Second, as we saw earlier, justice theory provides a method for attaining fairness, which could make it a practical and valuable part of training at all levels of a company. The fact that its content—justice and fairness—is more accessible to contemporary people than Confucian virtue ethics and more flexible than Kant’s categorical imperative makes it an effective way of dealing with stakeholders and organizational culture.

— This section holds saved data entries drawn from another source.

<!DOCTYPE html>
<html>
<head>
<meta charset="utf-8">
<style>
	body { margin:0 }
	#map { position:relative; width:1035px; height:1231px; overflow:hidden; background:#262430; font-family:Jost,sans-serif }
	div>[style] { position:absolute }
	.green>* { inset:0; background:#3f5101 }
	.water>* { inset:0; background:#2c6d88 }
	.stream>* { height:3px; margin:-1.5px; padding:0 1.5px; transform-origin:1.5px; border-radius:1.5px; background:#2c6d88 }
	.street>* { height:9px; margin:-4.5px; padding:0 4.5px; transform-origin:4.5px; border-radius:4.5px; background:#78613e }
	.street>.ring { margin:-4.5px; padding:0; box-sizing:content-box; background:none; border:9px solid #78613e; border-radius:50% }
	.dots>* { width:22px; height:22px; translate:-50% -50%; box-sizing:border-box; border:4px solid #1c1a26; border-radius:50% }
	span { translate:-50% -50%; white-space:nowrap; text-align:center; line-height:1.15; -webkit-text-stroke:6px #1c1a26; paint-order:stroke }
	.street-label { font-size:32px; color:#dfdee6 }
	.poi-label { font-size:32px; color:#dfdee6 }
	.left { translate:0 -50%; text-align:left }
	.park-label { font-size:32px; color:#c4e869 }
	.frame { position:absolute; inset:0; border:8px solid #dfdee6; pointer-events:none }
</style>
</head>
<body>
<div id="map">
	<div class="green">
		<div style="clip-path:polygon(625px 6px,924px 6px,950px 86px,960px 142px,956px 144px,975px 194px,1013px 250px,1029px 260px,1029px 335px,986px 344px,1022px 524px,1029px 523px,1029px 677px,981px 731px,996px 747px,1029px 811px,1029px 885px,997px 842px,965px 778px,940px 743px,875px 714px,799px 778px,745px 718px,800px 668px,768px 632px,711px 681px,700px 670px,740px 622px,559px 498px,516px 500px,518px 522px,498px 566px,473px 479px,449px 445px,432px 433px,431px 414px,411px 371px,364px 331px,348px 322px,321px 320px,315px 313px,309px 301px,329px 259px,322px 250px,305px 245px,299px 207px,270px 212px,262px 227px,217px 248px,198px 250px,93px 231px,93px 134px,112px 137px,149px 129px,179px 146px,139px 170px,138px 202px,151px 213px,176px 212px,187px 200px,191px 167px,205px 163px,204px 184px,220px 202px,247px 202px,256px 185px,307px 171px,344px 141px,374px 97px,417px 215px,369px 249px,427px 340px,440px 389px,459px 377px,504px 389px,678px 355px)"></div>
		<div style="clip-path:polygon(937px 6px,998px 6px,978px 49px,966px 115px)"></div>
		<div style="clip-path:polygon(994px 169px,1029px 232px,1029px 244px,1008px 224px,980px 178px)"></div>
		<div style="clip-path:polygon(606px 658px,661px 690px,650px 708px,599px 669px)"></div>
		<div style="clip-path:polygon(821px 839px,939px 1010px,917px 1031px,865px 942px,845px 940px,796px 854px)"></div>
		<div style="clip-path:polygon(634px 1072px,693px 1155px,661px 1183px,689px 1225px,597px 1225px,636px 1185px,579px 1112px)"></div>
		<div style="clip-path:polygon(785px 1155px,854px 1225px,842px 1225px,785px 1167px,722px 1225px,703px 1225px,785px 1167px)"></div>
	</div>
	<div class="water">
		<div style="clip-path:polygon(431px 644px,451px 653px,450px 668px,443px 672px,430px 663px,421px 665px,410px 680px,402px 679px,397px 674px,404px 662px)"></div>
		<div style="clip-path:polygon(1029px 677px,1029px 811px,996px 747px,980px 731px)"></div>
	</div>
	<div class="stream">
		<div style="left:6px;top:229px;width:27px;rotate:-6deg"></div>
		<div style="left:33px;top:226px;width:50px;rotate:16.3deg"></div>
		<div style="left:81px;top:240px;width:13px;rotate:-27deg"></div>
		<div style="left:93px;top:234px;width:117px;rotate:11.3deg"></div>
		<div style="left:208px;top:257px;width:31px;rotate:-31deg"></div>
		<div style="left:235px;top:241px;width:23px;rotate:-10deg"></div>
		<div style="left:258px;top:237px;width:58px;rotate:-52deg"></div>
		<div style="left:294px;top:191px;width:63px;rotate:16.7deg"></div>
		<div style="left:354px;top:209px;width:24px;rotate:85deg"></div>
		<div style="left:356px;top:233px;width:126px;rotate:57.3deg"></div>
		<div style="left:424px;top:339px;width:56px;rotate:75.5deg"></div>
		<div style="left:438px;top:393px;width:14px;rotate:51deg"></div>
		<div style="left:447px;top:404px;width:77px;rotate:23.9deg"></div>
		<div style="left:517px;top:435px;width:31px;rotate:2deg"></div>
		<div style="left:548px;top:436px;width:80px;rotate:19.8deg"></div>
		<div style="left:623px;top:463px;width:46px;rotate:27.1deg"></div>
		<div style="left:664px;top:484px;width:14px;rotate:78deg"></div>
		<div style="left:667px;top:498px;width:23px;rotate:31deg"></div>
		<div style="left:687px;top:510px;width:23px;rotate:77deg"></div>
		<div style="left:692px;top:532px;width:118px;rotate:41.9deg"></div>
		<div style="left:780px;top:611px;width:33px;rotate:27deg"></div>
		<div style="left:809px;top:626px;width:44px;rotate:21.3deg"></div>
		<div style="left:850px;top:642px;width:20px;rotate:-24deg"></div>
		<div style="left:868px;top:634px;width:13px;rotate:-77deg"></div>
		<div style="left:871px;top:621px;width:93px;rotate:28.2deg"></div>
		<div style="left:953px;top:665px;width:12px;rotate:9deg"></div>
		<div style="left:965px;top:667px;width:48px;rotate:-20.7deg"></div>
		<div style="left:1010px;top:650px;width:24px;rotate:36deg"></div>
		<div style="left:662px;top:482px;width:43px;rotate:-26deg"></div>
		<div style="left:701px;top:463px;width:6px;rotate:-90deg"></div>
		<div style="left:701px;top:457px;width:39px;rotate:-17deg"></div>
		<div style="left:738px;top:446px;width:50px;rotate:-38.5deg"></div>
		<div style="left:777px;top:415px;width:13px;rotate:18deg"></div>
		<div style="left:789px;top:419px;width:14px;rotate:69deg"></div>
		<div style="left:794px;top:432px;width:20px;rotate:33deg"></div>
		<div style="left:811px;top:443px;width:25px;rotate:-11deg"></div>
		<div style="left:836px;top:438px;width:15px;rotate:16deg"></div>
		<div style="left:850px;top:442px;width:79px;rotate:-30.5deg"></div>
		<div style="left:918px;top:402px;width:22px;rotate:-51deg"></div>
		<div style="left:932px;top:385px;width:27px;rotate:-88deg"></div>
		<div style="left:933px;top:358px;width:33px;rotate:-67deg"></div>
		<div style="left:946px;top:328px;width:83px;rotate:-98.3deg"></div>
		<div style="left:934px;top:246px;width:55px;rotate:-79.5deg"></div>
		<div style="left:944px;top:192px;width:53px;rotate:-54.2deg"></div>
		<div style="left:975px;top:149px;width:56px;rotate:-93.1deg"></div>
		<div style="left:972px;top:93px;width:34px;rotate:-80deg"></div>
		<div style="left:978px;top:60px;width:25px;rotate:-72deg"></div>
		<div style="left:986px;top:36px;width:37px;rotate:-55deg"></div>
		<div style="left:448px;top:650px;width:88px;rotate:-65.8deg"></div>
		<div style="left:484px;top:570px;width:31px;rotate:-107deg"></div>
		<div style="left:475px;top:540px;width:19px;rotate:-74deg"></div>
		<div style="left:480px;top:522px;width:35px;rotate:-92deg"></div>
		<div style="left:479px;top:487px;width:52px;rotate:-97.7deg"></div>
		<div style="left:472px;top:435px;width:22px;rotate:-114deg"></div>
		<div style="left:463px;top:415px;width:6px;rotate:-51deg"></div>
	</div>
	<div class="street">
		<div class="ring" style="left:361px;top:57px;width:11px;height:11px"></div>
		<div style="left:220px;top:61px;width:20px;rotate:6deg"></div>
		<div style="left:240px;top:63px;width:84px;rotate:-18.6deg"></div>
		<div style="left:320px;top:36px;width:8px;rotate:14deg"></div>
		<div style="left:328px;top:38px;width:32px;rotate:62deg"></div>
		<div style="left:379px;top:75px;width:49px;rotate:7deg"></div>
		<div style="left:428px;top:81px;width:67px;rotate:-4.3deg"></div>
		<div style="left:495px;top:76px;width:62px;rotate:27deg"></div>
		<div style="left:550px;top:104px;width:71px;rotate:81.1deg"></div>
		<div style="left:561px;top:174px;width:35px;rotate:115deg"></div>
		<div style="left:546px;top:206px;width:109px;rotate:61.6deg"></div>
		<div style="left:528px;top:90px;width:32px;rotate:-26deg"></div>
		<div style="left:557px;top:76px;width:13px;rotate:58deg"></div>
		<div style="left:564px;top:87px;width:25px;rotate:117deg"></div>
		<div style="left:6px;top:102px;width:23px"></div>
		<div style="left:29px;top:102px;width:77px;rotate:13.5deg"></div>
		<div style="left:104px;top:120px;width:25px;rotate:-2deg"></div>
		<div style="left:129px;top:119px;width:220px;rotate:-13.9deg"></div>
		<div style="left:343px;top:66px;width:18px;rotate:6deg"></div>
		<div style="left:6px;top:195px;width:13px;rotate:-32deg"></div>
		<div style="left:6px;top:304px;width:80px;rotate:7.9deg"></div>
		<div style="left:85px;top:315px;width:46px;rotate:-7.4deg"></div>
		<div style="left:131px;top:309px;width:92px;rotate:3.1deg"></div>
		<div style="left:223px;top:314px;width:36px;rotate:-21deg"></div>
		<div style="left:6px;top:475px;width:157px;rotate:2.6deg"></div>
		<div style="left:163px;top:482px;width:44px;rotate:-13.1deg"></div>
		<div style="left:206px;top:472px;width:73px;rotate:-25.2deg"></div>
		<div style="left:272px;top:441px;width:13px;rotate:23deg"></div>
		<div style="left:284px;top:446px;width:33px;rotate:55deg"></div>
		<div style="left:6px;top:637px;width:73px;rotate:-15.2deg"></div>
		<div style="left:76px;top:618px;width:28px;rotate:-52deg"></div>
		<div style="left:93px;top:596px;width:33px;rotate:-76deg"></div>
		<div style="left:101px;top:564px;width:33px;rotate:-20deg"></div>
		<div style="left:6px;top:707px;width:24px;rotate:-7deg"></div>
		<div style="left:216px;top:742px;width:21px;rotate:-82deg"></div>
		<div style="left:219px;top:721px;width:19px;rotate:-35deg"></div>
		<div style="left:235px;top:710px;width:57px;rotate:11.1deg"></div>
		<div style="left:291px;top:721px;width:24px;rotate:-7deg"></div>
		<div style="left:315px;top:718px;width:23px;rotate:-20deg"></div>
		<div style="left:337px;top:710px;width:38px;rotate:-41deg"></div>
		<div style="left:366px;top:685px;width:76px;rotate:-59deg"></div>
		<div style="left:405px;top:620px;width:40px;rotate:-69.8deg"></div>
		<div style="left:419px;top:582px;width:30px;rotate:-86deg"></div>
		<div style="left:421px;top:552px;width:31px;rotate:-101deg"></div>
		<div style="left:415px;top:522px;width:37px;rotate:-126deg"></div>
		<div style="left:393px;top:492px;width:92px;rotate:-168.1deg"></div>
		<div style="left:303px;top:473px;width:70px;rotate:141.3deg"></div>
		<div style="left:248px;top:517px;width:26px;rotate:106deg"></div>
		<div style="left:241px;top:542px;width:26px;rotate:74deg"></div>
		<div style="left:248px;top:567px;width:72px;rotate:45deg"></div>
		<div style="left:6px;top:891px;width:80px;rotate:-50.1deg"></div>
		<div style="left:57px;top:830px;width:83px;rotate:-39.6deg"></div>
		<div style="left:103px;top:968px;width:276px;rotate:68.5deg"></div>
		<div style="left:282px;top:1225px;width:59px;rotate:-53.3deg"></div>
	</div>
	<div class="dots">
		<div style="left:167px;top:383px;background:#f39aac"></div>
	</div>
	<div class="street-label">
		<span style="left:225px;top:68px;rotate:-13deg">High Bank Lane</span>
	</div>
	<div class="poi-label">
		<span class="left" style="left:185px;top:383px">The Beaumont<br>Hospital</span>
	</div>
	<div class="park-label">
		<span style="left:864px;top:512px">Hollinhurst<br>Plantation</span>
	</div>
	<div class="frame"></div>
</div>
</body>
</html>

Justice theory may also provide a seamless way of engaging in corporate social responsibility outwardly and employee development inwardly. Fairness as a corporate doctrine can be applied to all stakeholders and define a culture of trust and openness, with all the corresponding benefits, in marketing, advertising, board development, client relations, and so on. It is also an effective way of integrating business ethics into the organization so ethics is no longer seen as the responsibility solely of the compliance department or legal team. Site leaders and middle managers understand fairness; employees probably even more so, because they are more directly affected by the lack of it. Fairness, then, is as much part of the job as it is an ongoing process of an ethics system. It no doubt makes for a happier and more productive workforce. An organization dedicated to it can also play a greater role in civic life and the political process, which, in turn, helps everyone.
John Rawls’s Thought Experiment
John Rawls’s original position represents a community in which you have no idea what kind of person you will end up being. In this sense, it is like life itself. After all, you have no idea what your future will be like. You could end up rich, poor, married, single, living in Manhattan or Peru. You might be a surgeon or fishing for sturgeon. Yet, there is one community you will most likely be a part of at some point: the aged. Given that you know this but are not sure of the details, which conditions would you agree to now so that senior citizens are provided for? Remember that you most likely will join them and experience the effects of what you decide now. You are living behind not a spatial veil of ignorance but a temporal one.
- What are you willing to give up so that seniors—whoever they might be—are afforded care and security in their later years?
- Should you have to pay into a system that provides medical coverage to other people less health conscious than you? Why or why not?